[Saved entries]
+--

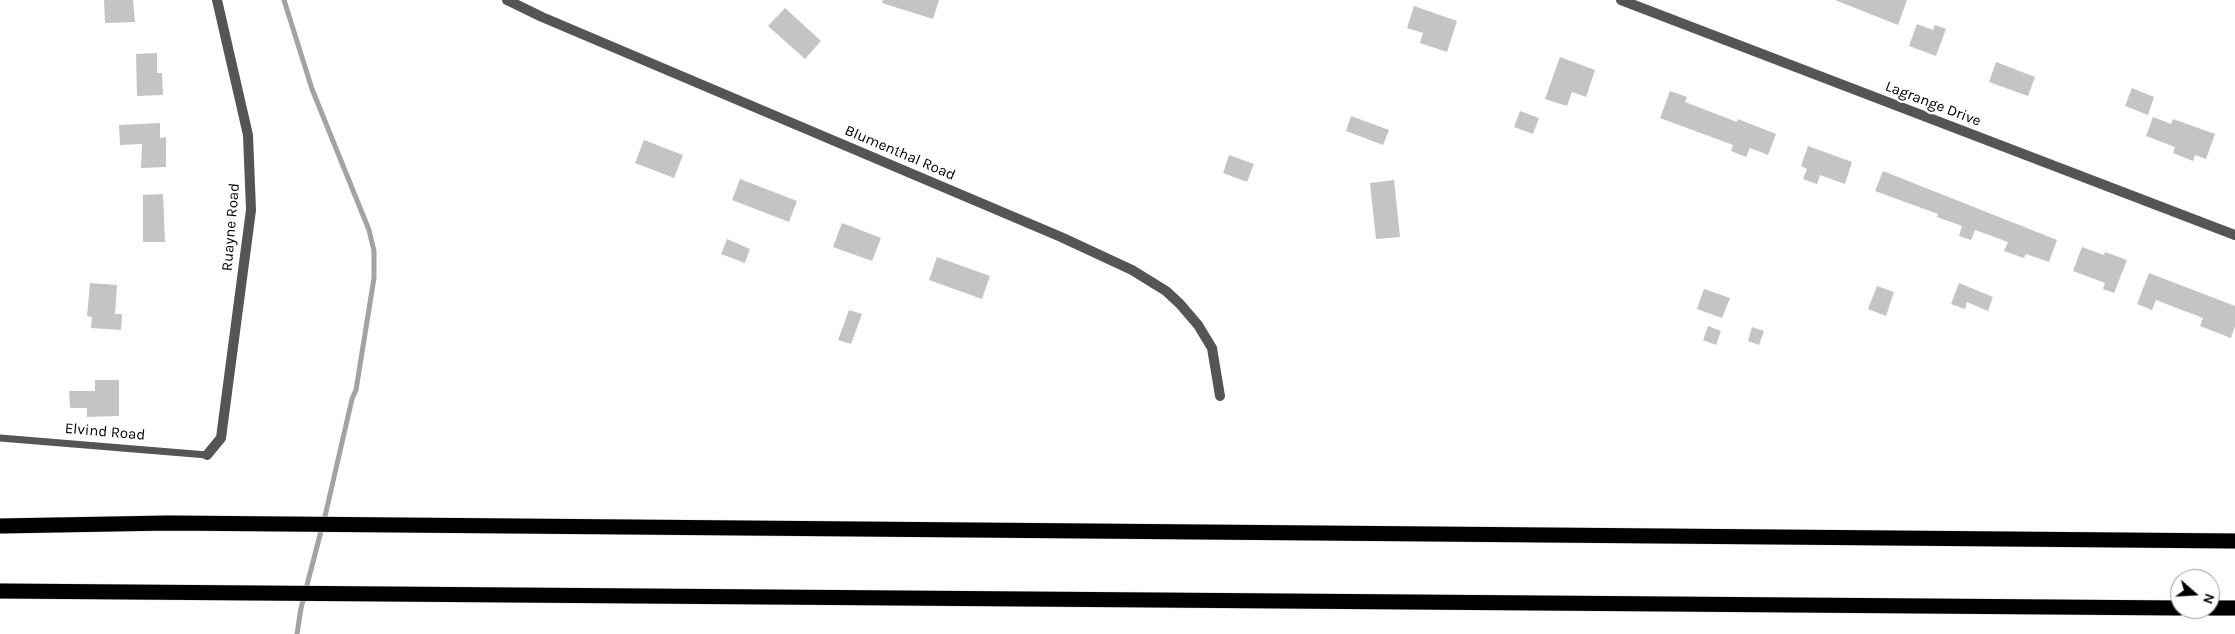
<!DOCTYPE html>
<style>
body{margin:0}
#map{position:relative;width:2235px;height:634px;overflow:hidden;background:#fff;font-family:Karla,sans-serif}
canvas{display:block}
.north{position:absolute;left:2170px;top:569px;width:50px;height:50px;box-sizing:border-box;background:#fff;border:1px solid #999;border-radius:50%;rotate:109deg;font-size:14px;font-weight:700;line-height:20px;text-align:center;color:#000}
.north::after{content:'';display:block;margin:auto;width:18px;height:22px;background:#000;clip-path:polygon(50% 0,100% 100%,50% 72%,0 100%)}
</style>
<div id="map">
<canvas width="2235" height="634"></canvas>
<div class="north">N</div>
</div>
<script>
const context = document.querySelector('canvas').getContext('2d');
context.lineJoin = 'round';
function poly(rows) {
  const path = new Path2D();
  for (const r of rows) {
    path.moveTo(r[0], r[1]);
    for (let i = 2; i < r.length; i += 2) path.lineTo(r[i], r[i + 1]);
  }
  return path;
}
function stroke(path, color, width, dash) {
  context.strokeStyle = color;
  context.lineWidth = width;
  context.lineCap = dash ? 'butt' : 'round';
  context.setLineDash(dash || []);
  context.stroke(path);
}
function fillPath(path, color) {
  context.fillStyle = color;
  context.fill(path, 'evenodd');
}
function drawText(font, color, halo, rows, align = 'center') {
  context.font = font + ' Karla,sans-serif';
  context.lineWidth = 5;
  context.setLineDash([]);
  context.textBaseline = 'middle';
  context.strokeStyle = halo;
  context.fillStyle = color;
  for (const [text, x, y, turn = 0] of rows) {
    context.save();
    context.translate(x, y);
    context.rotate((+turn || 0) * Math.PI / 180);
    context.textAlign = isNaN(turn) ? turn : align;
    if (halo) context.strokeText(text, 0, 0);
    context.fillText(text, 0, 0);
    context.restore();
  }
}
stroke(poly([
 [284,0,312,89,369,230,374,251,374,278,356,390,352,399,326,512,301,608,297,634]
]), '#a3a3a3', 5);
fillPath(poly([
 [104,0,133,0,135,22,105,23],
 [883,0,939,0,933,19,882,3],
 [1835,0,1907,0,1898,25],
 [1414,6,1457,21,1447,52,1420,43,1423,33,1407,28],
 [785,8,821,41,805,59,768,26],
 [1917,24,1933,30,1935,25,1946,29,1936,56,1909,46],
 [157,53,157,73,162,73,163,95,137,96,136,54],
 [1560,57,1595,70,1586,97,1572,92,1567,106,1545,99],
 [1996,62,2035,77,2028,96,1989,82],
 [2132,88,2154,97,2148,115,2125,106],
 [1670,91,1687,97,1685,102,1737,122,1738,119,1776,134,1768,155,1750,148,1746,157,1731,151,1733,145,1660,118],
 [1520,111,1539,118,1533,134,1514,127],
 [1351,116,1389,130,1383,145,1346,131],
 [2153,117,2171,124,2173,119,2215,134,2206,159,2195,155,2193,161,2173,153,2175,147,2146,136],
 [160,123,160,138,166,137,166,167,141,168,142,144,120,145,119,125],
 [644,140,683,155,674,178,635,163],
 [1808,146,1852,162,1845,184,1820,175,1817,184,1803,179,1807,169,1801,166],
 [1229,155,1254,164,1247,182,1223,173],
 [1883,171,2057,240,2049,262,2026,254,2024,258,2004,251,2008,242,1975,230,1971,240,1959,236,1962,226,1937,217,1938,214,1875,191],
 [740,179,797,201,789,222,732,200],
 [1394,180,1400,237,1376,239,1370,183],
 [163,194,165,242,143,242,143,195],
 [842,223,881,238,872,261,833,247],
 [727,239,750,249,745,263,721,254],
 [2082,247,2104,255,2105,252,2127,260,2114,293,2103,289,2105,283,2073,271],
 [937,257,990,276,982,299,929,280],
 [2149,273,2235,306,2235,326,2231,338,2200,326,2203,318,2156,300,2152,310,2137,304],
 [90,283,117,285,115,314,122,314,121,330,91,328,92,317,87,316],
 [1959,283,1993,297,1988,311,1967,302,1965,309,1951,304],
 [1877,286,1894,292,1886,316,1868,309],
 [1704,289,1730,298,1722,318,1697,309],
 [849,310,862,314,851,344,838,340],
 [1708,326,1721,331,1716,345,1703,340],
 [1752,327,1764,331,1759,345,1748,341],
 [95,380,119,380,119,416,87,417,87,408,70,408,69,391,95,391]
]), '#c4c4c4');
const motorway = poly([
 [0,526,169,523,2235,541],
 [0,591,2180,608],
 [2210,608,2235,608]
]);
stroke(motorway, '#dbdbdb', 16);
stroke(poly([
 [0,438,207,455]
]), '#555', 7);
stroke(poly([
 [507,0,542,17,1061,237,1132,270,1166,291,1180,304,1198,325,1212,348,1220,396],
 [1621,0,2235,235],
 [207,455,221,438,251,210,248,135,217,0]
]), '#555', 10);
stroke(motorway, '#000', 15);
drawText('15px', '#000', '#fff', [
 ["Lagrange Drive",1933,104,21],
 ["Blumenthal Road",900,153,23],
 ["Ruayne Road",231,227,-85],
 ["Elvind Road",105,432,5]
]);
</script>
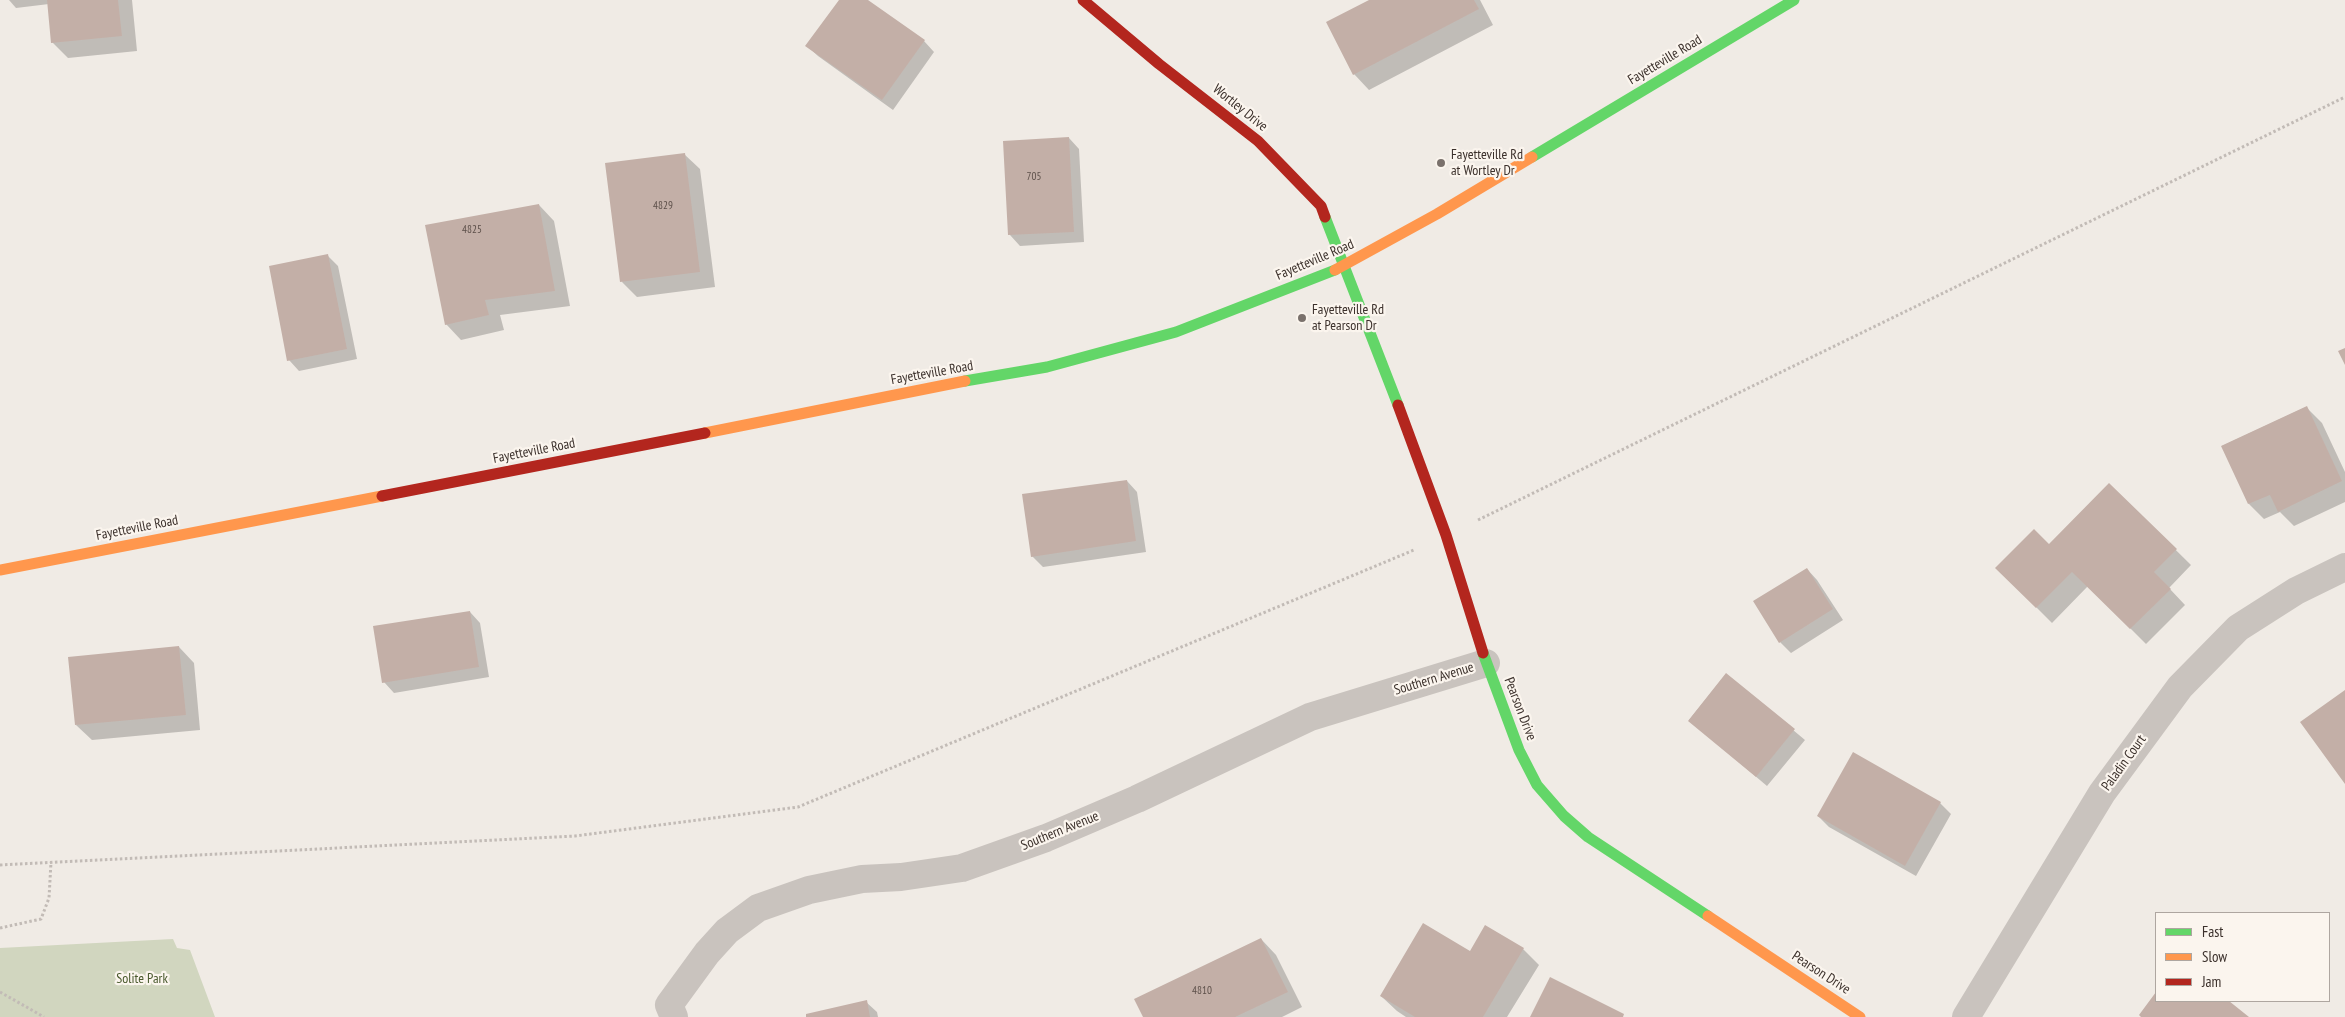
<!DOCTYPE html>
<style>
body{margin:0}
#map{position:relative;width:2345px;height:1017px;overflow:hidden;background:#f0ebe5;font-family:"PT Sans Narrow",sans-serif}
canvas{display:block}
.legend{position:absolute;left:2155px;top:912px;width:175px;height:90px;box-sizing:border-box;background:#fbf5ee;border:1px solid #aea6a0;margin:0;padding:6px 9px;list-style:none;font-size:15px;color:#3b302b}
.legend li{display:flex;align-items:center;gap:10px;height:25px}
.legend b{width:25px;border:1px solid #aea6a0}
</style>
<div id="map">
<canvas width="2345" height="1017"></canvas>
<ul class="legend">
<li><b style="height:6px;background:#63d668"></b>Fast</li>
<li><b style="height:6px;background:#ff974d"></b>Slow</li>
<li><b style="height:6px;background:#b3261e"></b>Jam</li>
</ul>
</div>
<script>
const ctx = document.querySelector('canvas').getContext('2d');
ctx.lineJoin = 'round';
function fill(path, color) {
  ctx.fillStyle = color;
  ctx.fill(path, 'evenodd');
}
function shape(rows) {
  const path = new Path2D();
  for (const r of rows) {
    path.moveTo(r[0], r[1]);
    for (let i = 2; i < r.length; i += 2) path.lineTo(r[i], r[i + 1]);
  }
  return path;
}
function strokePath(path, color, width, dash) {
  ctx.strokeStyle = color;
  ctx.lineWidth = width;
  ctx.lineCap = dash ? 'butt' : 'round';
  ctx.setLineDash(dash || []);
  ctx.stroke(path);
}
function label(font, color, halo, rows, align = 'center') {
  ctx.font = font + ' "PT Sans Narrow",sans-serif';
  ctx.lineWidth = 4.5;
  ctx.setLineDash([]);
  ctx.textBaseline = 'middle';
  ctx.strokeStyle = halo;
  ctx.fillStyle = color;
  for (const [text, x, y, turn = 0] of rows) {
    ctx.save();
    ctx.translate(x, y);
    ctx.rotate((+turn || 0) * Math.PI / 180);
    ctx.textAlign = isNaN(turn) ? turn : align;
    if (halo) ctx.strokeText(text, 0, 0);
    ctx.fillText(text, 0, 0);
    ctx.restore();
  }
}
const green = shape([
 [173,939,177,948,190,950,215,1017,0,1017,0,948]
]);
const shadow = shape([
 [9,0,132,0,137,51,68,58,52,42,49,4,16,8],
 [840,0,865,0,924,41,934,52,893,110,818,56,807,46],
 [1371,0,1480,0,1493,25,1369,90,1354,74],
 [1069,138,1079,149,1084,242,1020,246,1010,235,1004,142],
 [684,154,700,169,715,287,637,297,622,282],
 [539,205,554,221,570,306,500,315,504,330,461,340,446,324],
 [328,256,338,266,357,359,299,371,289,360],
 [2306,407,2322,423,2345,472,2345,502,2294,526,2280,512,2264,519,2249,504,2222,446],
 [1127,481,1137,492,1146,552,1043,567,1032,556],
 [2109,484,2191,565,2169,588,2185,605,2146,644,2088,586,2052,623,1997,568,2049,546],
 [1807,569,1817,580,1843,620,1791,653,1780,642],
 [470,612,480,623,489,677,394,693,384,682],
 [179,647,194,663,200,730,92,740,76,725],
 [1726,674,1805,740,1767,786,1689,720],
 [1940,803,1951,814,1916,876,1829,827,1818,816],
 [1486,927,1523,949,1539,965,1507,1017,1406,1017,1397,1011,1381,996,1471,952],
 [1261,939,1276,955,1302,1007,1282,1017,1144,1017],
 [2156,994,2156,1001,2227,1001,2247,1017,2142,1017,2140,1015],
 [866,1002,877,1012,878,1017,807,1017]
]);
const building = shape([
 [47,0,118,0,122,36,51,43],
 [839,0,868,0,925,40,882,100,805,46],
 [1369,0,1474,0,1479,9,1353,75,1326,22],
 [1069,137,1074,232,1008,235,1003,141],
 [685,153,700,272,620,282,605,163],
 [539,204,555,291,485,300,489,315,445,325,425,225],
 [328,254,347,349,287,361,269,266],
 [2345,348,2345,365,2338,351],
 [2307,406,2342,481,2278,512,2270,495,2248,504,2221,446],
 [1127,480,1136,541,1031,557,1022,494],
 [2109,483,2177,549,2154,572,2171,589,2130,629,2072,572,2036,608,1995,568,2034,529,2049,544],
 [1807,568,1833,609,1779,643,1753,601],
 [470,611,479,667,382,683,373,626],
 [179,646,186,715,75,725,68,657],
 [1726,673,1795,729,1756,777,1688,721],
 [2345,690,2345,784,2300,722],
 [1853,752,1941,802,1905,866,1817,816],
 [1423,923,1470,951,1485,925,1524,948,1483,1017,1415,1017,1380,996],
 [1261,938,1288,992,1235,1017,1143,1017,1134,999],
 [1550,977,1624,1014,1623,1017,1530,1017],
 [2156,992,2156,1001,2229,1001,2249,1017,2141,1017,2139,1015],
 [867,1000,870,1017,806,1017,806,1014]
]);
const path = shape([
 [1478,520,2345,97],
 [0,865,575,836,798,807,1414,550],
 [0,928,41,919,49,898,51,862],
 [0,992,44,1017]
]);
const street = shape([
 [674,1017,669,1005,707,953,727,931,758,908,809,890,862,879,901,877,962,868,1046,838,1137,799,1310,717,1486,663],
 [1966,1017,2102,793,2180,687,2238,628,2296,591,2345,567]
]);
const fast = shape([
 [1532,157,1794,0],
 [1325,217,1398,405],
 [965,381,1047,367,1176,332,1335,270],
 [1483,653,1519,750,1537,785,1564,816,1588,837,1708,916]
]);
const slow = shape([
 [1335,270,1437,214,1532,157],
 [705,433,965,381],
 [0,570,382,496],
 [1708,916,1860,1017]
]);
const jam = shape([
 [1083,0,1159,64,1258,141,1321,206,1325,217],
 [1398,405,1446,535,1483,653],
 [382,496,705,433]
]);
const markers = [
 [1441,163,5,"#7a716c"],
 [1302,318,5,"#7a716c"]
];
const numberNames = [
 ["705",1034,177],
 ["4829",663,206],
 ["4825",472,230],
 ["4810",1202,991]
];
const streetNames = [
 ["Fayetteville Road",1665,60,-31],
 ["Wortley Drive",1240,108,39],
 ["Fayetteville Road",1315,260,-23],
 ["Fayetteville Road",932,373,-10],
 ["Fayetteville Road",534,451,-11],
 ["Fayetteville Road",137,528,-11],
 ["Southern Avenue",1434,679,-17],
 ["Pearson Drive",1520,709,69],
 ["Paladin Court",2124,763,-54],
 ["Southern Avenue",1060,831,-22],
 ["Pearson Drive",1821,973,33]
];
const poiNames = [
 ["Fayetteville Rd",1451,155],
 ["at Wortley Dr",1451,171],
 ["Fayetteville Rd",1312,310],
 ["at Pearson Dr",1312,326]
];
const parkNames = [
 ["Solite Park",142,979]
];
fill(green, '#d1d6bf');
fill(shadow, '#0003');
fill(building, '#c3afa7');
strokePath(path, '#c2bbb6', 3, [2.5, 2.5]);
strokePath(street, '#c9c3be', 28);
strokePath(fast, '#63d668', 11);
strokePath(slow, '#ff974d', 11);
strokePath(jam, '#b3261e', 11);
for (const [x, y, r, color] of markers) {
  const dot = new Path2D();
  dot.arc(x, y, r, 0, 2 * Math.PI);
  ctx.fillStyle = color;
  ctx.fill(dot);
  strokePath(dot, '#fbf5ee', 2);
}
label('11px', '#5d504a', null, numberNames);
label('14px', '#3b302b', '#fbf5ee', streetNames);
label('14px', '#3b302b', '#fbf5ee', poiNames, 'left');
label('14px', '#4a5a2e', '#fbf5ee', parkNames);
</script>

+--

From the entries, copy out each line containing the word "textAlign".

Exercise answer
    context.textAlign = isNaN(turn) ? turn : align;
    ctx.textAlign = isNaN(turn) ? turn : align;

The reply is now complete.